Print each entry as it appears. Images stay out of the copy.
----- STUDY MATERIAL
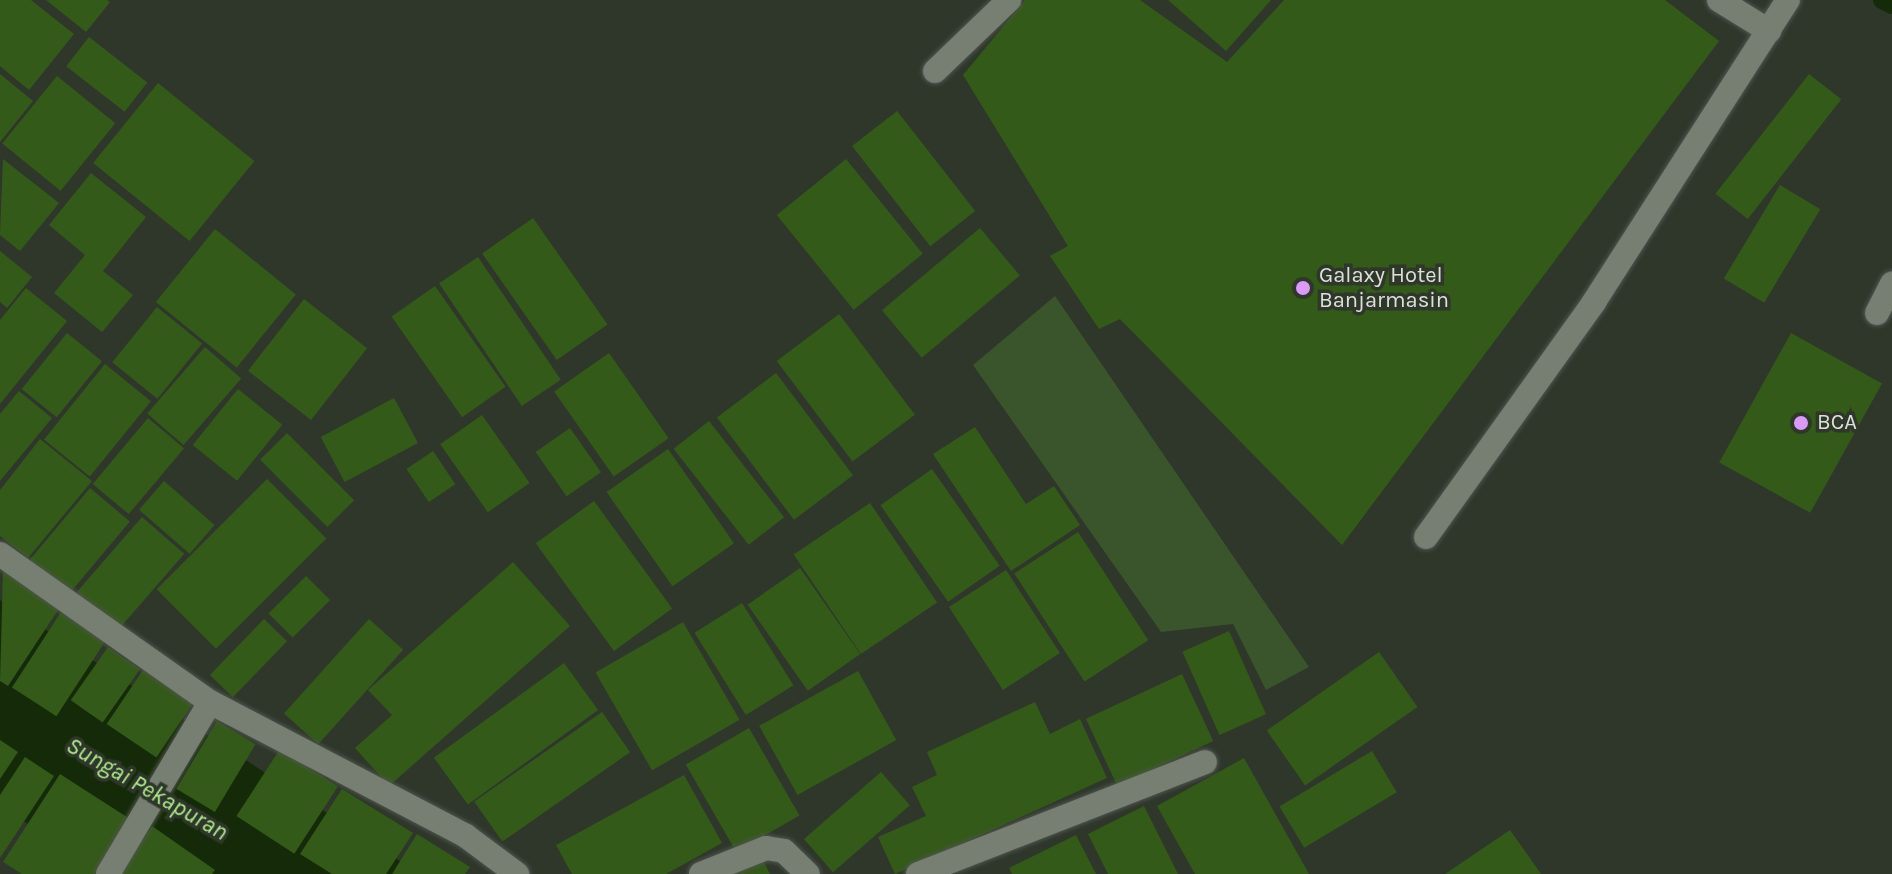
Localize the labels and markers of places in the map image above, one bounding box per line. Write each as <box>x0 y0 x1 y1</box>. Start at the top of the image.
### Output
place label: Galaxy Hotel Banjarmasin <box>1319 262 1449 314</box>
marker: Galaxy Hotel Banjarmasin <box>1294 279 1312 297</box>
place label: BCA <box>1817 410 1857 436</box>
marker: BCA <box>1792 414 1810 432</box>

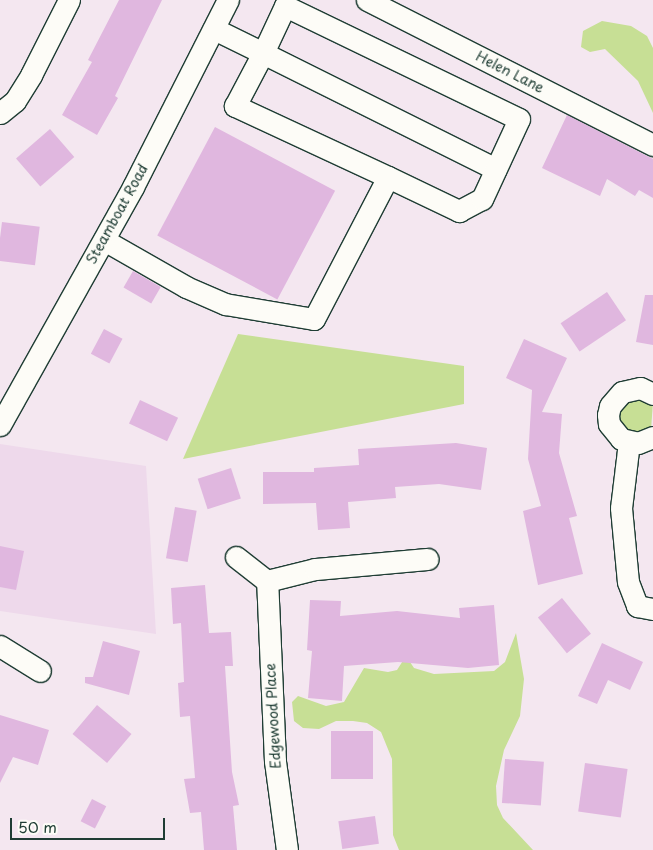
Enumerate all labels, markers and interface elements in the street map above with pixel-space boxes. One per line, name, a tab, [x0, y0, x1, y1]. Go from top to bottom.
street label: Helen Lane	[473, 47, 547, 97]
street label: Steamboat Road	[83, 161, 151, 267]
street label: Edgewood Place	[262, 662, 284, 770]
scale bar	[12, 808, 168, 840]
text: 50 m	[18, 815, 57, 838]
----------
-- TASK RESULT --
Localize the labels and markers of places in the map image above, one bounding box per line. Write each as <box>x0 y0 x1 y1</box>. Start at the top of the image.
### Output
place label: Galaxy Hotel Banjarmasin <box>1319 262 1449 314</box>
marker: Galaxy Hotel Banjarmasin <box>1294 279 1312 297</box>
place label: BCA <box>1817 410 1857 436</box>
marker: BCA <box>1792 414 1810 432</box>

Enumerate all labels, markers and interface elements in the street map above with pixel-space boxes. One per line, name, a tab, [x0, y0, x1, y1]. Go from top to bottom.
street label: Helen Lane	[473, 47, 547, 97]
street label: Steamboat Road	[83, 161, 151, 267]
street label: Edgewood Place	[262, 662, 284, 770]
scale bar	[12, 808, 168, 840]
text: 50 m	[18, 815, 57, 838]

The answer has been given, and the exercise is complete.